Work instruction
Once every line containing "roads" has been counted, report the total for the data and nothing else.

Items listed in a dataset
######
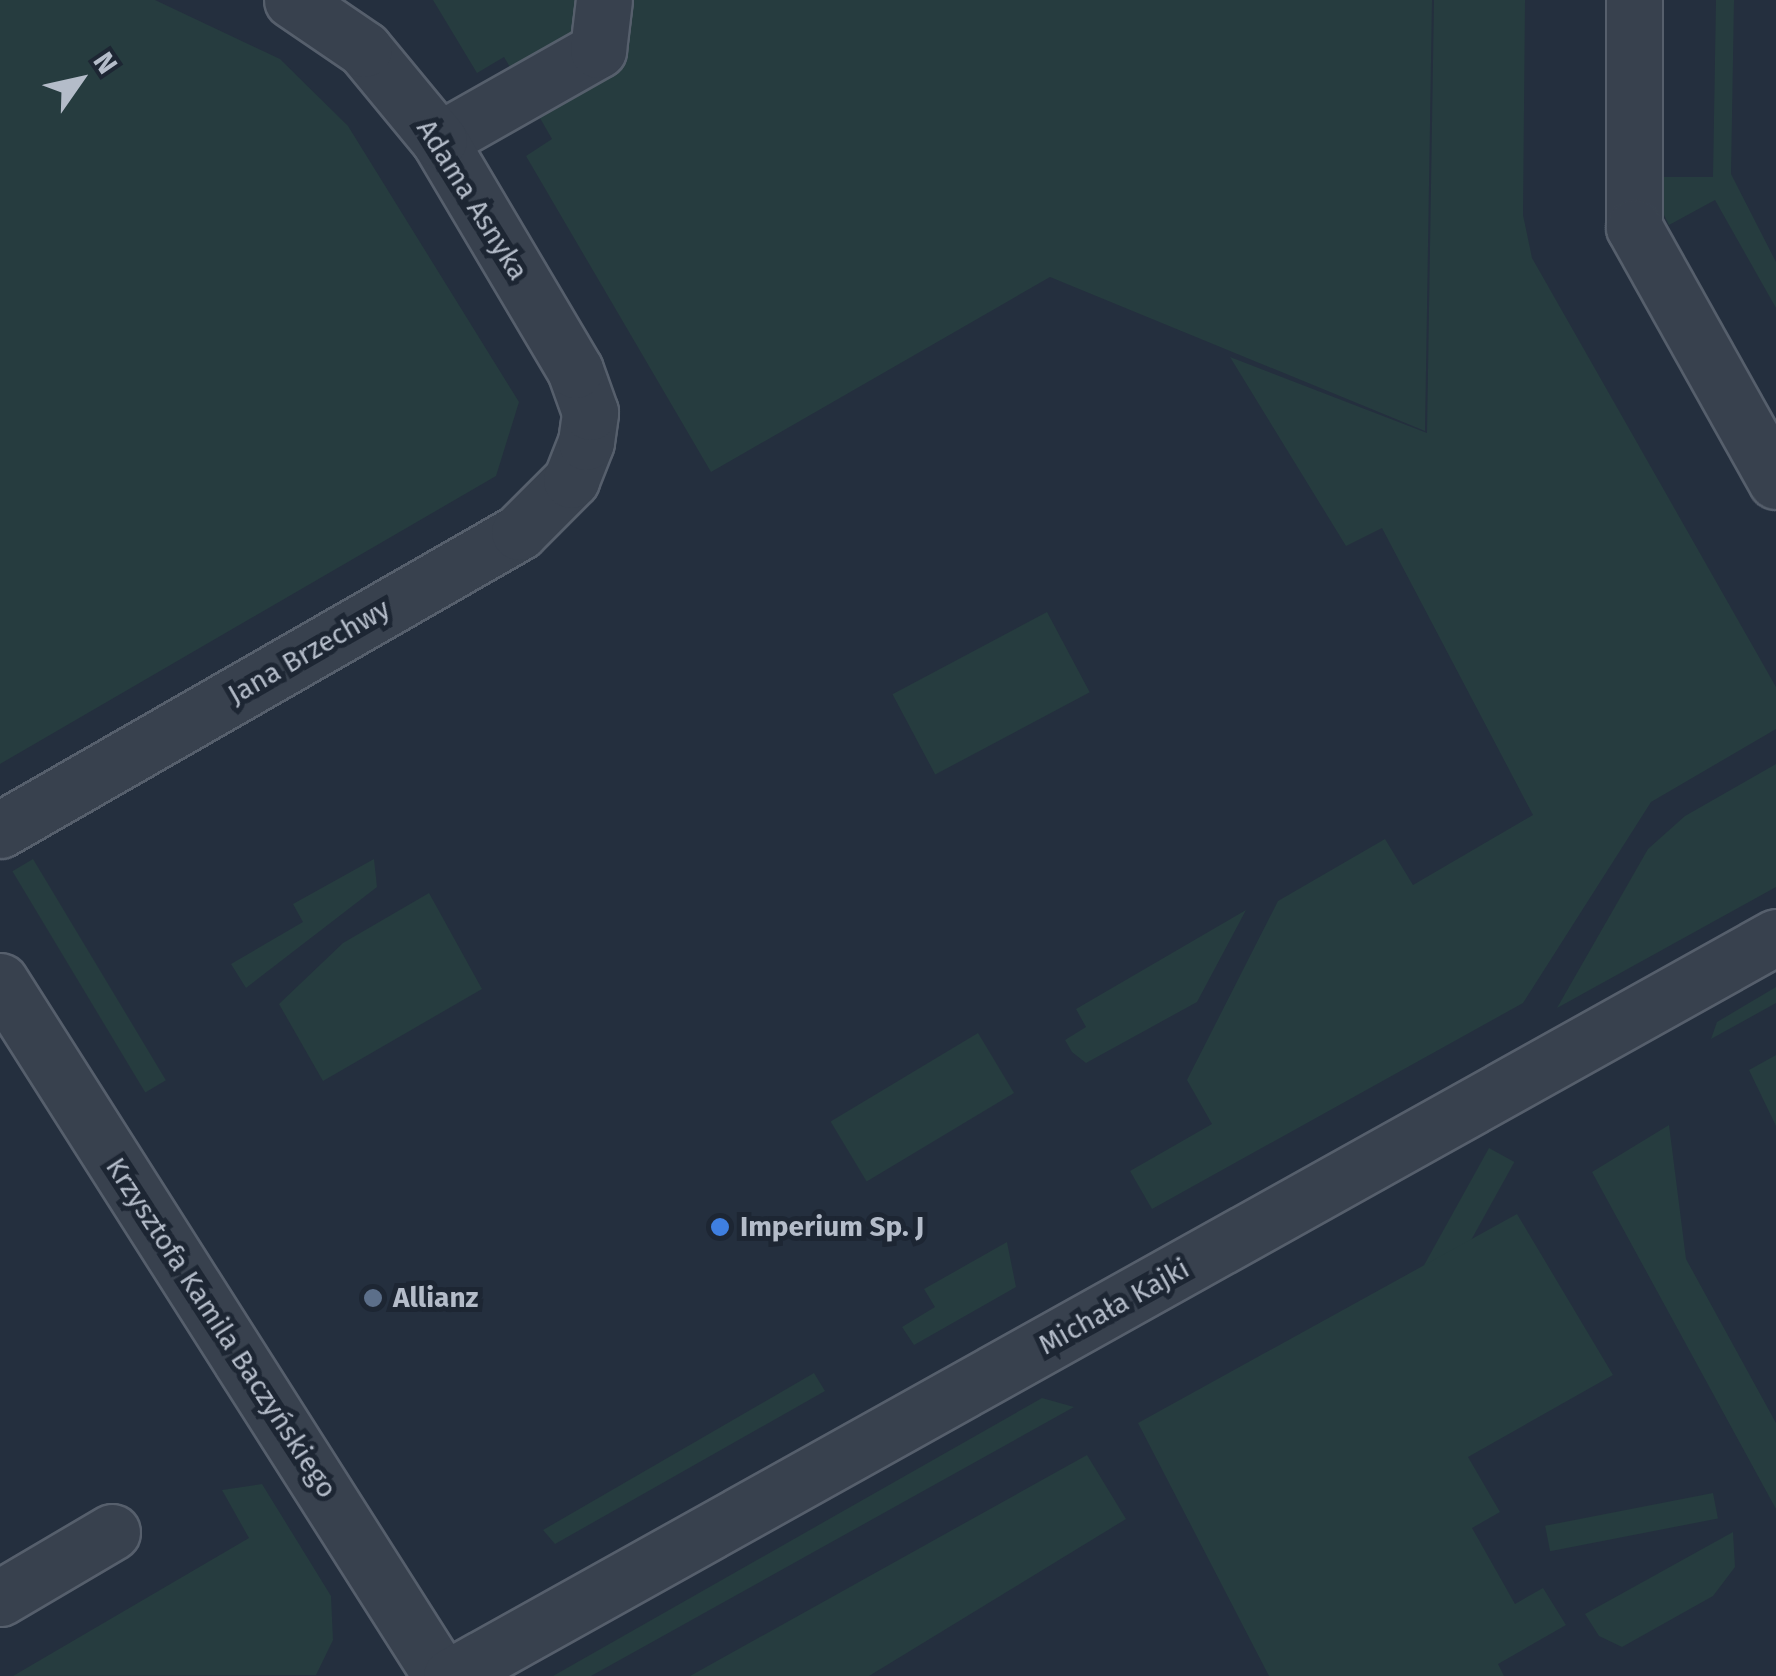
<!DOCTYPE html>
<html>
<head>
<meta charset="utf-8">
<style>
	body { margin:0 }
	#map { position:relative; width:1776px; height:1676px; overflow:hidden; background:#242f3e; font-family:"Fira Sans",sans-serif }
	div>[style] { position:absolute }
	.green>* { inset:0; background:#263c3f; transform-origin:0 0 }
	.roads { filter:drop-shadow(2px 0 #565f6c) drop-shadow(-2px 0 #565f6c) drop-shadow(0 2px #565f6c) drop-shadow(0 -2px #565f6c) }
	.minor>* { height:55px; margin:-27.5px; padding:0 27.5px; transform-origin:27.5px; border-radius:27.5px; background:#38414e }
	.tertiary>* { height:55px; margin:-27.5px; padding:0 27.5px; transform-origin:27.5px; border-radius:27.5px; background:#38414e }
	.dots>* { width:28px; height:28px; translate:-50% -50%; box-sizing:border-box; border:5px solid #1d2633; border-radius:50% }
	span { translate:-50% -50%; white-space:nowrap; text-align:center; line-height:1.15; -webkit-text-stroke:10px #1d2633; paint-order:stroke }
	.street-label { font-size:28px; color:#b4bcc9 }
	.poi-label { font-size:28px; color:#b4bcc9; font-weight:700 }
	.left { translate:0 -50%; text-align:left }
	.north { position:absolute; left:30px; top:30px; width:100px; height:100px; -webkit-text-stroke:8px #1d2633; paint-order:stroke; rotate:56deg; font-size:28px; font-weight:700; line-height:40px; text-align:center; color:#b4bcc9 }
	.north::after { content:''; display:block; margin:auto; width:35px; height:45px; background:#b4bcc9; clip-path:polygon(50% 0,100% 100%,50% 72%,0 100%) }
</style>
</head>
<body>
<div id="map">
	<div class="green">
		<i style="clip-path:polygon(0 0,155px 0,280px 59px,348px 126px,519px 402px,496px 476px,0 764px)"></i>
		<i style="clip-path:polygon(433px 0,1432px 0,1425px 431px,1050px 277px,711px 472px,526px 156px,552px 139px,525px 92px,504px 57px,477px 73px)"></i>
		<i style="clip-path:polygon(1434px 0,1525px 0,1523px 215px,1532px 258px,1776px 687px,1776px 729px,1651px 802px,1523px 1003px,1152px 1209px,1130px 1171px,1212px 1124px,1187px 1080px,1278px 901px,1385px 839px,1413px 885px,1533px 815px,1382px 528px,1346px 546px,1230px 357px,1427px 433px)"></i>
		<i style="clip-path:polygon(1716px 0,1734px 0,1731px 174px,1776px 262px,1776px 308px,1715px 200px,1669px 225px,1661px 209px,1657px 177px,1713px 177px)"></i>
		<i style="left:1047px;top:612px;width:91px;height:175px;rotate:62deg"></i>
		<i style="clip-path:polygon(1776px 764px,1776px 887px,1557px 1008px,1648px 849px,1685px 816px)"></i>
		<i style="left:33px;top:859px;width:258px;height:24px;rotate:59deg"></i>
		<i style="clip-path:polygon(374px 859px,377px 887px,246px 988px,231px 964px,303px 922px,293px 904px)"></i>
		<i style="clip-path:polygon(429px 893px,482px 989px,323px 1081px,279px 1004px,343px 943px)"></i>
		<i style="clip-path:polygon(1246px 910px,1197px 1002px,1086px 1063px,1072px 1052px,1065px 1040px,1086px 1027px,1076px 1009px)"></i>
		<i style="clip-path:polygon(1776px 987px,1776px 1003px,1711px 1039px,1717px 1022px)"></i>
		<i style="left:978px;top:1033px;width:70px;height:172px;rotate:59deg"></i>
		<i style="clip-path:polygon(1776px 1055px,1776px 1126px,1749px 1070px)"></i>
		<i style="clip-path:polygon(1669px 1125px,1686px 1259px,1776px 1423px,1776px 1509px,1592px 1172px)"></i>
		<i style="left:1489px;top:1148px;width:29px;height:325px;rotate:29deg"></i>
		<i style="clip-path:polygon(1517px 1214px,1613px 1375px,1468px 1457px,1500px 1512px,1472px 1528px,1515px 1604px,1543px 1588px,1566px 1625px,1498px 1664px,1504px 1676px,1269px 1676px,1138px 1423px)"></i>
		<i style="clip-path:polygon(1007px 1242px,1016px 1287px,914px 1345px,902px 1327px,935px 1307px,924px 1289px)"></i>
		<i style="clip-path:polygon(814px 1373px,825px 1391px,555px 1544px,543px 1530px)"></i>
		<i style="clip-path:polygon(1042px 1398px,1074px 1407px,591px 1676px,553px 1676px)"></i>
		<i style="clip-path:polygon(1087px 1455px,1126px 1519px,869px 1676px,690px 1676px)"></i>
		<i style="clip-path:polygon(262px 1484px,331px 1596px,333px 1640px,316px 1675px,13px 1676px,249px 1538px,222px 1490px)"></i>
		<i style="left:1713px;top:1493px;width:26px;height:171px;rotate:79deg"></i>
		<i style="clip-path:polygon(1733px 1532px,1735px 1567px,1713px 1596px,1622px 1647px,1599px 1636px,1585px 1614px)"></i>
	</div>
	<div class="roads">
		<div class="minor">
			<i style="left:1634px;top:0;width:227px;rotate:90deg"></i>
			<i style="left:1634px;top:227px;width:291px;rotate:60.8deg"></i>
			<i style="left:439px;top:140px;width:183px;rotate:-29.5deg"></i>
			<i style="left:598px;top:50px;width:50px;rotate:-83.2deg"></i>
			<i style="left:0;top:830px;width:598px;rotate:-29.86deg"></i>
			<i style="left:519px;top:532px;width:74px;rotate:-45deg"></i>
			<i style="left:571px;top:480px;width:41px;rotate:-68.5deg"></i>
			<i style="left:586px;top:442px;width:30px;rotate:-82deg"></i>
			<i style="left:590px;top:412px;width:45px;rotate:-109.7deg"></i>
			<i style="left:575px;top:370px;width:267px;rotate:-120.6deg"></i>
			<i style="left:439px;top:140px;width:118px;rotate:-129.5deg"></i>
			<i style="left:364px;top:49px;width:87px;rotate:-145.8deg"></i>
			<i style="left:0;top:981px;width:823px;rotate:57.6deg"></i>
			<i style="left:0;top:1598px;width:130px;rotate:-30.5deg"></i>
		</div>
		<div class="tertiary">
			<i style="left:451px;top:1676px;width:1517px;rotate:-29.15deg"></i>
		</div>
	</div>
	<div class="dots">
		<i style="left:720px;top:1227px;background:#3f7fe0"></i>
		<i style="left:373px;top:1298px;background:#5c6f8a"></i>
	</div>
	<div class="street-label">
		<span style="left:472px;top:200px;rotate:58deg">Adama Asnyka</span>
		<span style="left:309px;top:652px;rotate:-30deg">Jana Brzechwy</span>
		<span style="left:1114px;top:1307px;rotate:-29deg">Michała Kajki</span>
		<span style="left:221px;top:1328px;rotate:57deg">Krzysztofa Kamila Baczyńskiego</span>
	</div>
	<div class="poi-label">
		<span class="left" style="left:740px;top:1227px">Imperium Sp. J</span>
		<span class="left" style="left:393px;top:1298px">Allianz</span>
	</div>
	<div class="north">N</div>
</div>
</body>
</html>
######
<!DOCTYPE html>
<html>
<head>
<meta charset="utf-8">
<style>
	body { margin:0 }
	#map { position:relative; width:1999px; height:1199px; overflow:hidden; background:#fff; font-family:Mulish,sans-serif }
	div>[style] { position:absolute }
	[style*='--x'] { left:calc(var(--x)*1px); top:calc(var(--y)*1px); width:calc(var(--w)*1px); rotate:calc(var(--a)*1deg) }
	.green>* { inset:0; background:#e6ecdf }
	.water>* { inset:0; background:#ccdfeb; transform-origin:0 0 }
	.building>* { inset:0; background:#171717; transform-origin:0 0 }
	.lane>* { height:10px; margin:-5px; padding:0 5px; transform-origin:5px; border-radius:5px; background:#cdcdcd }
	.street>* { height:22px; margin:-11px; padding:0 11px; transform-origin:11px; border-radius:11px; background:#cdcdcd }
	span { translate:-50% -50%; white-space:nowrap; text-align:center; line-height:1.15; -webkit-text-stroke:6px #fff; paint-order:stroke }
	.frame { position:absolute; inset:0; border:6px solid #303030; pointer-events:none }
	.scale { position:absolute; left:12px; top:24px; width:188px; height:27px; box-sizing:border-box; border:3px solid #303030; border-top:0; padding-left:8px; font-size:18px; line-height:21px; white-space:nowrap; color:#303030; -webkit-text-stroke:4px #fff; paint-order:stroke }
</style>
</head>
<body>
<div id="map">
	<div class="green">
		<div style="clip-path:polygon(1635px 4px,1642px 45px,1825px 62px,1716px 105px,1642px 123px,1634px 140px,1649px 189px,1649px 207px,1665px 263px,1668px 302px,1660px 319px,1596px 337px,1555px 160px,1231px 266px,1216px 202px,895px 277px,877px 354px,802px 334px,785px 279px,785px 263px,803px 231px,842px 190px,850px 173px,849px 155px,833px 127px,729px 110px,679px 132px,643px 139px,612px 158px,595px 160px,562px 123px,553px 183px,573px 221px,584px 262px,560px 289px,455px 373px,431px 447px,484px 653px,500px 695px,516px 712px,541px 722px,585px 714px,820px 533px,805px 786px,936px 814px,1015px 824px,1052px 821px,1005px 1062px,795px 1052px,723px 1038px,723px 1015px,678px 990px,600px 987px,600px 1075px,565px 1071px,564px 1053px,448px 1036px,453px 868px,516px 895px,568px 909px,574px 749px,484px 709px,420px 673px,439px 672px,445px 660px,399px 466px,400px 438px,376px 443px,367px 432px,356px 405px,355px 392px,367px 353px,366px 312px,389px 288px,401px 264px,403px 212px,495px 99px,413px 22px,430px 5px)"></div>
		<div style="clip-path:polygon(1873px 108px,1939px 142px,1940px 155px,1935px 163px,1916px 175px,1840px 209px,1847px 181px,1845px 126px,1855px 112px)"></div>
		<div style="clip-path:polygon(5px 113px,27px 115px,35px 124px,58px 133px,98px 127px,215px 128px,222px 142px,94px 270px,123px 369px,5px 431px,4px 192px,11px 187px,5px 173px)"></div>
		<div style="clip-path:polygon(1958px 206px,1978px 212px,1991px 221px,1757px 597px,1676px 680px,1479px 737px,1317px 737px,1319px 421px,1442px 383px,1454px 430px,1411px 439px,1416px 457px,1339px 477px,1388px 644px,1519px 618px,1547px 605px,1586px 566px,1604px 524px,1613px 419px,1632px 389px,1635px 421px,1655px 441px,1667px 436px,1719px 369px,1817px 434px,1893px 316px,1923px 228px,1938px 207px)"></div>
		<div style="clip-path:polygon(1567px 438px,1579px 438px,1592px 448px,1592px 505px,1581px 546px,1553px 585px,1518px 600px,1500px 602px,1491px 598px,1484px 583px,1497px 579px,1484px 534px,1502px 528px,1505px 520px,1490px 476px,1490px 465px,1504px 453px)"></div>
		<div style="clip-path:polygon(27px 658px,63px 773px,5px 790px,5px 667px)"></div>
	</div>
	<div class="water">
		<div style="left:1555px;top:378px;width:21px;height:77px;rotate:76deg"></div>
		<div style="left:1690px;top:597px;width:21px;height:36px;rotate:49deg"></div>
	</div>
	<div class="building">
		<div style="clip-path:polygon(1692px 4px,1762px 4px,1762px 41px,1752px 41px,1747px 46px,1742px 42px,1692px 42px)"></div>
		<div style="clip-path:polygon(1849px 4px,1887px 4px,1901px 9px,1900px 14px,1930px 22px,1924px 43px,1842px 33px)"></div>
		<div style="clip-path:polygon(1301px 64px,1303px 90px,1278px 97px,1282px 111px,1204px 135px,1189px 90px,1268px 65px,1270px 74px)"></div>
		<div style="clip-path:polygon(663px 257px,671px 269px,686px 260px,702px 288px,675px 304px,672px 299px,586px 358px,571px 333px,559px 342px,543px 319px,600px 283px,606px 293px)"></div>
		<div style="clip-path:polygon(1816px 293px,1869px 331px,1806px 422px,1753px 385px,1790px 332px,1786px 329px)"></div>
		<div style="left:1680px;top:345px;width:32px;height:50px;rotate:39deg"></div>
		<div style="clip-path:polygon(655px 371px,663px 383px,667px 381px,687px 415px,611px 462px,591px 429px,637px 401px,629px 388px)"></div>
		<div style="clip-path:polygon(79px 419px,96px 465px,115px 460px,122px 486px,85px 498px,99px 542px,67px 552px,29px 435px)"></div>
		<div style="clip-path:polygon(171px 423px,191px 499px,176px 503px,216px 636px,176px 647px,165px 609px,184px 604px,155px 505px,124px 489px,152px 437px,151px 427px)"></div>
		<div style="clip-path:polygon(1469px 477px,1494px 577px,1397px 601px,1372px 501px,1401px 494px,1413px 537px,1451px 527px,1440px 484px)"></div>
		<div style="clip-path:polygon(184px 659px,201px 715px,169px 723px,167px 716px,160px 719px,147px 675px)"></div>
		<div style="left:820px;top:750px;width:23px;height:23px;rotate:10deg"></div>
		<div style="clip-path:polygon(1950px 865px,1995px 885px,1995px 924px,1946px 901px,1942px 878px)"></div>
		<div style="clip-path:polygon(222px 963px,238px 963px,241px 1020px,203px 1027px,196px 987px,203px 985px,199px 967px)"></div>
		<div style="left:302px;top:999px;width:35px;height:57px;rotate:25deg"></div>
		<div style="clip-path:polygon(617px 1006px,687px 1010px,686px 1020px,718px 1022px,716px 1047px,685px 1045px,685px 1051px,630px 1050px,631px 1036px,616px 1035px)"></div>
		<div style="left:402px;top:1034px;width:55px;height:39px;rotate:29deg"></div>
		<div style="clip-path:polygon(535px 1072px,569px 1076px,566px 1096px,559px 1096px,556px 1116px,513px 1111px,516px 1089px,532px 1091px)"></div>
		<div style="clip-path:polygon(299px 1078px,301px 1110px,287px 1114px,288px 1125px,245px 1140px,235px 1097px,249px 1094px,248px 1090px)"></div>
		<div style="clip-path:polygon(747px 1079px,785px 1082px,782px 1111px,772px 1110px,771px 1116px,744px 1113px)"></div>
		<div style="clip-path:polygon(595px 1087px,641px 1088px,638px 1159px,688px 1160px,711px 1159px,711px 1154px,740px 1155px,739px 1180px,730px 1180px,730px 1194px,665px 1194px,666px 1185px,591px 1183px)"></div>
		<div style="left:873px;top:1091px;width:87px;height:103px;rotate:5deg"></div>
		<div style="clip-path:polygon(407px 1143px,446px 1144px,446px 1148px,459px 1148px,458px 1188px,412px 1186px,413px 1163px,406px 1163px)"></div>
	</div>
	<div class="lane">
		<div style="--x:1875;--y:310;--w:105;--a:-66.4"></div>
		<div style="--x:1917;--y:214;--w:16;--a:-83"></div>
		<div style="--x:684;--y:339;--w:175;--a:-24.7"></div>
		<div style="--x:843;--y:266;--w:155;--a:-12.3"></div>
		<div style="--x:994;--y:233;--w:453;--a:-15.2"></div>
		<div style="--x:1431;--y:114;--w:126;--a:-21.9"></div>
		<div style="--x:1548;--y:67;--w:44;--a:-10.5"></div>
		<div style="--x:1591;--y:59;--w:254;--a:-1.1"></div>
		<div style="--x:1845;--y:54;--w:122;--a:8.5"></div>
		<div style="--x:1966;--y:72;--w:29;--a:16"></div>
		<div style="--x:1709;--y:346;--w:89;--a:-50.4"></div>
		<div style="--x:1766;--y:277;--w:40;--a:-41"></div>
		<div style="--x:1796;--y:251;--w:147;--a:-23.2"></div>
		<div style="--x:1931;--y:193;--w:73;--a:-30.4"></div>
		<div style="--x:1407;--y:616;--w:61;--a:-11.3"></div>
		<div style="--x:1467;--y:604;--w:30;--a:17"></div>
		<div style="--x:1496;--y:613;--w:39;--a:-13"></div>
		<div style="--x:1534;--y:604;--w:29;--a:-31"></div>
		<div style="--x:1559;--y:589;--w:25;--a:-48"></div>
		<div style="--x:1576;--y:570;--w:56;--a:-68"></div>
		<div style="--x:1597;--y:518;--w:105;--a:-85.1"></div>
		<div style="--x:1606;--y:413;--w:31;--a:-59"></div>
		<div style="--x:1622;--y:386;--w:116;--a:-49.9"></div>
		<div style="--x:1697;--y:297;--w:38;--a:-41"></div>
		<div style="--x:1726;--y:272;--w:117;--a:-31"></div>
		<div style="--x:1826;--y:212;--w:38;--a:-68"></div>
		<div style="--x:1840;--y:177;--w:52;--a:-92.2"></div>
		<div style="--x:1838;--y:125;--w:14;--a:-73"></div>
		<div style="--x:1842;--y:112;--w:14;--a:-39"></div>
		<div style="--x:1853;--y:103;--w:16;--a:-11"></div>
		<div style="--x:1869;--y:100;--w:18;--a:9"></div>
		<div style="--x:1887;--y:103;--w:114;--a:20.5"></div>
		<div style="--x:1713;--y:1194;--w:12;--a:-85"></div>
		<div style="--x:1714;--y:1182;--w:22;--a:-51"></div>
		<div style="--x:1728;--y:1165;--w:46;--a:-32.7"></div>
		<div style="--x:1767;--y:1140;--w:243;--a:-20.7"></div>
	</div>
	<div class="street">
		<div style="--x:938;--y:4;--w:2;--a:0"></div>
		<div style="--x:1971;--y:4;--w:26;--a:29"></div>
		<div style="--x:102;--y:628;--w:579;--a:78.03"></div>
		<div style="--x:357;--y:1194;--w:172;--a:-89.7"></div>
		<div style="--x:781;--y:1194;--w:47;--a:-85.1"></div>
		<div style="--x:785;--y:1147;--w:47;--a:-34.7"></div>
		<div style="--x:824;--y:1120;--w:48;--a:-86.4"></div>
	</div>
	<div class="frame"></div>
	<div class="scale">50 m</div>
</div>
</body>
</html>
######
Response below
2